Seeking Reciprocity in Maritime Trade with China

The requirements for accession to the World Trade Organization (WTO) have compelled China to lower tariffs and liberalize many of its service sectors. Unlike other services, however, the maritime transport sector, which includes shipping, cargo handling and storage, and access to and use of ports, is not covered under current WTO agreements. Multilateral negotiations are ongoing but have bogged down because of powerful national interests that oppose liberalization.

In the absence of WTO guidelines, the U.S. and China have relied on a bilateral maritime shipping agreement that expired in 1998. With no up-to-date, formal binding agreement, China has enforced regulations that discriminate against U.S. carriers while Chinese shipping companies enjoy the freedom afforded by America's international shipping standards.

Maritime transport is a key sector that directly affects international trade: Some 80 percent of world trade volume is carried by vessel. It is therefore important that the United States negotiate a formal bilateral agreement with China if a global agreement cannot be reached. In the meantime, Washington should pressure Beijing to remove restrictions on American carriers in China so that they may enjoy the same freedom that Chinese carriers enjoy in the United States.
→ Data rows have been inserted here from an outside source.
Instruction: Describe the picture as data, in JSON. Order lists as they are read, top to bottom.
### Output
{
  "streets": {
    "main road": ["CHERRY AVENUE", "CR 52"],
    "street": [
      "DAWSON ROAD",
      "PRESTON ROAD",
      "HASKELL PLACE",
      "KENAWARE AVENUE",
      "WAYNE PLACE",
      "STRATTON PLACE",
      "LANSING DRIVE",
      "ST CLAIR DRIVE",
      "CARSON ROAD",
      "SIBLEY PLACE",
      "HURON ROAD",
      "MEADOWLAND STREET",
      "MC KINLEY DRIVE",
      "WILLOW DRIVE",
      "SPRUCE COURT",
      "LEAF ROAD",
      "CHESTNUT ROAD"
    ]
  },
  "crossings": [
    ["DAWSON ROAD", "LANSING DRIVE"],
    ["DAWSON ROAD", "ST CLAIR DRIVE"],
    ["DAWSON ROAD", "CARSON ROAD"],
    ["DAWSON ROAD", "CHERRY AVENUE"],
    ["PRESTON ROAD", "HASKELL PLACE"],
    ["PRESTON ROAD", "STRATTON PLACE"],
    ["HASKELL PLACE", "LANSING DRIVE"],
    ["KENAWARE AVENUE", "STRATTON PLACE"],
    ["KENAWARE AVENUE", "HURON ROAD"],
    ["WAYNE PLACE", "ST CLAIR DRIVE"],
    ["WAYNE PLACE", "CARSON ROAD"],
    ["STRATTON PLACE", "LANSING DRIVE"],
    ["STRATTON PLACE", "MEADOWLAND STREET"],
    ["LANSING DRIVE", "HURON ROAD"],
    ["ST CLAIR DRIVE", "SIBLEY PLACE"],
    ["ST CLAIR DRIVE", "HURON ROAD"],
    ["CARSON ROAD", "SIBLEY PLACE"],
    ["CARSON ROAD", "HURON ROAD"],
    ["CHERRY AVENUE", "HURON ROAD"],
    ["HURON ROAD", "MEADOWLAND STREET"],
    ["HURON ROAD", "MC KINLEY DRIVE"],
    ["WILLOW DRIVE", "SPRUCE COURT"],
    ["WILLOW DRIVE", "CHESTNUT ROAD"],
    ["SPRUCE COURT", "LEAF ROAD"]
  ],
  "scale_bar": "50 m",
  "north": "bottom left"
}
The issue is principle, and the U.S. argument is that China should provide reciprocal privileges.

An Issue of Fairness|
The maritime trade sector was supposed to have been included in the General Agreement on Trade and Services that was adopted as part of the 1994 Uruguay Round agreements, but negotiations dragged on until they were suspended in June 1996. Talks resumed in October 2000, but no agreement is likely until at least December 2002. Meanwhile, there has been no progress in renewing the U.S.-China bilateral maritime agreement, which formally expired in September 1998. Both countries have agreed to honor the expired agreement "in principle" until a new one can be negotiated.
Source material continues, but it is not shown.